Last quarter, the company posted a positive earnings surprise of 7.36%, aided mainly by better-than-expected revenues and higher-than-expected revenue yields, bringing the trailing four-quarter average to a positive 56.99%.

Let us see what is in store for the company this quarter.

Why a Likely Positive Surprise?

Our proven model shows that Carnival is likely to beat earnings because it has the right combination of two key components.

Zacks ESP: Earnings ESP, which represents the difference between the Most Accurate estimate and the Zacks Consensus Estimate, stands at +12.20%. This is a very meaningful and leading indicator of a likely positive earnings surprise.

Zacks Rank: Carnival has a Zacks Rank #3 (Hold). Note that stocks with a Zacks Rank #1 (Strong Buy), 2 (Buy) or 3 have a significantly higher chance of beating earnings. Meanwhile, the Sell-rated stocks (#4 or 5) should never be considered going into an earnings announcement.

The combination of Carnival’s Zacks Rank #3 and +12.20% ESP makes us confident of an earnings beat.

What is Driving the Better-than-Expected Earnings?

We expect Carnival’s trend of posting strong earnings results over the past few quarters to continue in the fourth quarter as well. In fact, management expects revenue yields to increase 3% year over year mainly on the back of strong bookings in the Caribbean and Alaskan regions. Also, revenues are expected to improve in the following quarters driven by better booking environment, higher ticket pricing and the brand-building efforts and other marketing initiatives.

Moreover, the Florida-based cruiser’s large-scale operations allow it to exploit global growth opportunities. The company’s expansion in the emerging Asia-Pacific markets like Australia, which are gaining popularity as a tourist destination, is also encouraging. In our view, this region is an attractive bet for Carnival because of the growing affluent middle class.

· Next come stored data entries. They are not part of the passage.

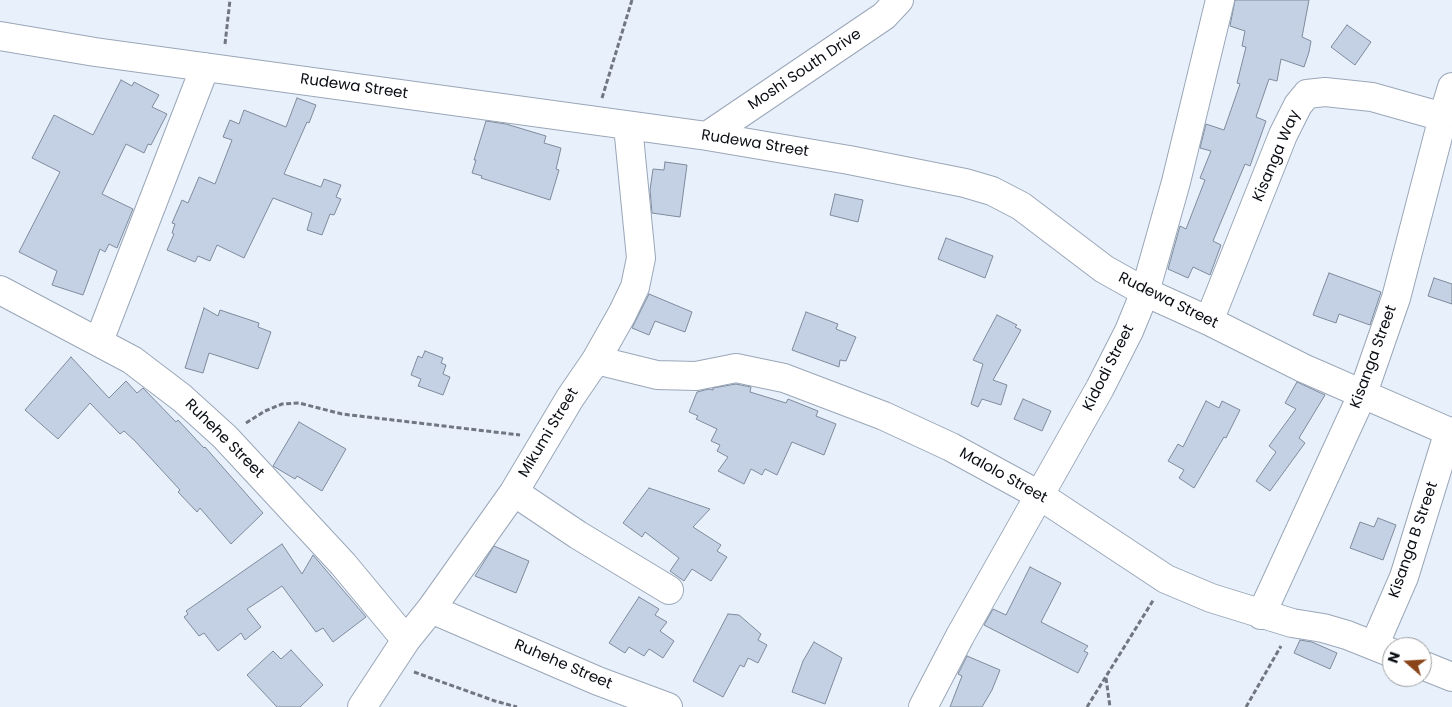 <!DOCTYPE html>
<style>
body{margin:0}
#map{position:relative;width:1452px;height:707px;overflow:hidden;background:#e8f0fc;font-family:Poppins,sans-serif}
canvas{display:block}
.north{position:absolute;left:1382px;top:637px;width:50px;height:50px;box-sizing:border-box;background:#fff;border:1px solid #9d9ea1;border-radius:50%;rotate:289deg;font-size:14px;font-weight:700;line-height:20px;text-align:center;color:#090d13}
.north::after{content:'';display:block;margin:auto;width:18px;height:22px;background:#8a461a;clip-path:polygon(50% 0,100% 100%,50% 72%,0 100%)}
</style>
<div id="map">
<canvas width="1452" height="707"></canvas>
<div class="north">N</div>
</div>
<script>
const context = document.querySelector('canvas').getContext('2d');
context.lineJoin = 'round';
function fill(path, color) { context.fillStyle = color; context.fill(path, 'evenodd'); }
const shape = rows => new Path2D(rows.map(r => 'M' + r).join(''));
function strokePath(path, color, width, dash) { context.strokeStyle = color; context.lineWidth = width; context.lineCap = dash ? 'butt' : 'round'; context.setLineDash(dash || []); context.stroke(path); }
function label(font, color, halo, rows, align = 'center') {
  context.font = font + ' Poppins,sans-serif'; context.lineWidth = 5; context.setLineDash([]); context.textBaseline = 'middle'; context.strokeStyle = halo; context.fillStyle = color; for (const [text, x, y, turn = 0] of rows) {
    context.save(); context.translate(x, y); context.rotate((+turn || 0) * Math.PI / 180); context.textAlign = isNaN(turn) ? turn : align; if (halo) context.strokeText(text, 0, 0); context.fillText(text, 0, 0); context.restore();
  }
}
const building = shape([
 [1235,0,1309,0,1302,37,1311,41,1309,52,1304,67,1281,59,1277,81,1269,79,1256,117,1266,121,1250,166,1245,164,1213,241,1221,245,1210,275,1193,267,1188,278,1168,269,1180,226,1186,229,1205,180,1200,178,1211,151,1200,148,1206,124,1224,130,1240,84,1237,83,1246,47,1242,46,1245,31,1230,26,1235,0],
 [1347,25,1371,42,1355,65,1331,47,1347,25],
 [121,80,132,86,134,82,159,95,152,107,167,114,151,145,148,144,144,153,126,144,102,194,133,209,117,248,109,244,105,252,100,249,83,295,52,285,57,271,19,252,60,172,32,158,54,115,93,135,121,80],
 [297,98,316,105,309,123,307,122,284,174,321,187,324,179,341,185,336,197,341,199,334,215,330,214,322,235,307,230,312,213,273,198,244,258,217,245,210,261,198,256,195,262,167,250,174,234,172,233,175,224,172,223,182,200,188,203,199,177,215,184,232,140,223,137,230,120,239,124,244,110,286,127,297,98],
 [486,121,506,124,546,136,544,143,561,148,556,169,559,170,550,200,481,178,482,176,472,173,476,160,474,160,486,121],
 [665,162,687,165,680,217,652,213,650,190,653,169,664,170,665,162],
 [835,194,863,200,858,222,830,215,835,194],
 [946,238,993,256,985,278,938,259,946,238],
 [1329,273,1381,292,1370,325,1339,314,1336,323,1313,315,1329,273],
 [1434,278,1452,284,1452,304,1428,296,1434,278],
 [649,294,692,312,685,332,655,321,649,335,632,328,649,294],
 [204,308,218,316,220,310,259,323,258,327,271,332,258,369,209,353,203,373,185,368,204,308],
 [806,312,838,324,836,329,856,337,846,361,840,360,839,367,792,350,806,312],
 [997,315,1017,325,1015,327,1021,330,993,380,1007,385,1001,405,982,399,978,407,971,404,983,364,973,360,997,315],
 [425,351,443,358,441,363,446,365,443,374,450,377,443,395,418,386,421,379,411,375,418,356,422,358,425,351],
 [71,357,109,398,126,381,137,393,143,388,176,422,178,420,204,448,205,447,263,513,231,544,200,508,197,512,178,492,180,490,135,441,124,431,120,434,90,403,58,439,25,410,71,357],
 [1297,382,1325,395,1299,438,1305,443,1270,491,1256,481,1276,452,1269,446,1296,409,1285,403,1297,382],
 [736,384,751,387,750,392,786,403,788,399,818,411,816,416,836,424,824,455,792,442,777,475,765,469,762,475,751,469,744,484,718,471,728,457,717,451,720,445,711,441,717,429,696,419,698,416,689,412,697,392,709,389,713,390,713,388,736,384],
 [1023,399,1051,411,1042,431,1014,419,1023,399],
 [1206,401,1219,408,1222,401,1240,410,1226,438,1224,437,1194,488,1179,478,1184,470,1168,461,1178,444,1183,447,1206,401],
 [299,422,346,449,322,491,297,476,295,479,273,466,299,422],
 [649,488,710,509,693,527,721,545,717,551,727,557,711,581,692,569,684,581,670,571,679,558,645,532,642,537,623,523,649,488],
 [1378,518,1396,525,1383,560,1350,548,1360,522,1374,527,1378,518],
 [282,544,302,574,313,555,366,617,333,642,323,628,316,632,282,586,247,609,261,627,245,640,241,633,218,651,204,633,199,636,184,617,188,614,186,611,282,544],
 [494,546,529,561,516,593,475,576,494,546],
 [1030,567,1061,583,1041,622,1088,646,1084,651,1088,653,1078,673,984,625,993,609,1006,615,1030,567],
 [639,597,659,609,655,615,667,622,660,631,674,641,663,658,649,649,644,656,629,647,625,653,609,643,639,597],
 [728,614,739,615,761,634,758,640,767,645,758,663,748,658,744,667,740,665,723,697,693,681,728,614],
 [1300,640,1312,642,1337,653,1330,669,1294,653,1300,640],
 [814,642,842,658,825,704,792,692,803,661,814,642],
 [291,650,323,685,300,707,277,707,247,675,273,651,281,659,291,650],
 [967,656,1000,670,992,690,982,707,950,707,962,676,958,674,967,656]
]);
fill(building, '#c4d1e4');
strokePath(building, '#7e8b9c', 1);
const street = shape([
 [0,36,95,52,707,136,849,160,965,183,992,191,1021,206,1104,269,1145,292,1209,321,1303,368,1452,433],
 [707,136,884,16,899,0],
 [0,290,132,360,182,398,225,437,343,564,406,640],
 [1209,321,1283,135,1298,105,1307,94,1325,92,1372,97,1443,117],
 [99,341,205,67],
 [596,360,657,375,696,376,736,368,784,378,884,416,951,447,1039,495,1166,579,1211,598,1292,623,1323,628,1347,635,1392,653],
 [514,492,578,535,669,590],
 [431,609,598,681,668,707],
 [1261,615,1363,393,1396,298,1443,117,1452,87],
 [1374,646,1404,577,1449,431],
 [1422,665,1452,677],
 [362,707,406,640,431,609,514,492,570,398,596,360,622,314,635,287,641,258,628,126],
 [923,707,960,636,1100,388,1129,331,1145,292,1176,182,1220,0]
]);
strokePath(street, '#9aa7b8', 30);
strokePath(shape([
 [225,44,230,0],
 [602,98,632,0],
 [246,423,265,411,282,404,299,403,342,414,520,435],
 [414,672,495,701,517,707],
 [1106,678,1110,707],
 [1087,707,1154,599],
 [1246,707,1281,646]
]), '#717780', 3, [5, 2.5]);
strokePath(street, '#fff', 28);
label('15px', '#090d13', '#fff', [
 ["Moshi South Drive",805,70,-34],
 ["Rudewa Street",354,87,8],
 ["Rudewa Street",755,144,9],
 ["Kisanga Way",1277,156,-67],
 ["Rudewa Street",1168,301,26],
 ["Kisanga Street",1374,357,-70],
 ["Kidodi Street",1109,368,-63],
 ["Mikumi Street",549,433,-59],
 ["Ruhehe Street",224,439,45],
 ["Malolo Street",1003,476,29],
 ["Kisanga B Street",1414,540,-71],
 ["Ruhehe Street",563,665,23]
]);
</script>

However, we are concerned about the company’s high expenses which might hurt earnings in the to-be-reported quarter. The company is striving to enhance sustainability, improve environmental friendliness, and meet air emission standards through the development of scrubber technology and exhaust-gas cleaning scrubber installations. This would, in turn, continue to increase expenses. Further, negative currency translation due to a strong dollar is likely to dampen fourth-quarter results.

Other Stocks to Consider

Here are some other companies in the leisure and recreational services that investors may consider, as our model shows that they have the right combination of elements to post an earnings beat this quarter:

Norwegian Cruise Line Holdings Ltd. NCLH, with an Earnings ESP of +2.00% and a Zacks Rank #3.

Royal Caribbean Cruises Ltd. RCL, with an Earnings ESP of +2.17% and a Zacks Rank #2.

MCBC Holdings Inc. MCFT, with an Earnings ESP of +18.52% and a Zacks Rank #3.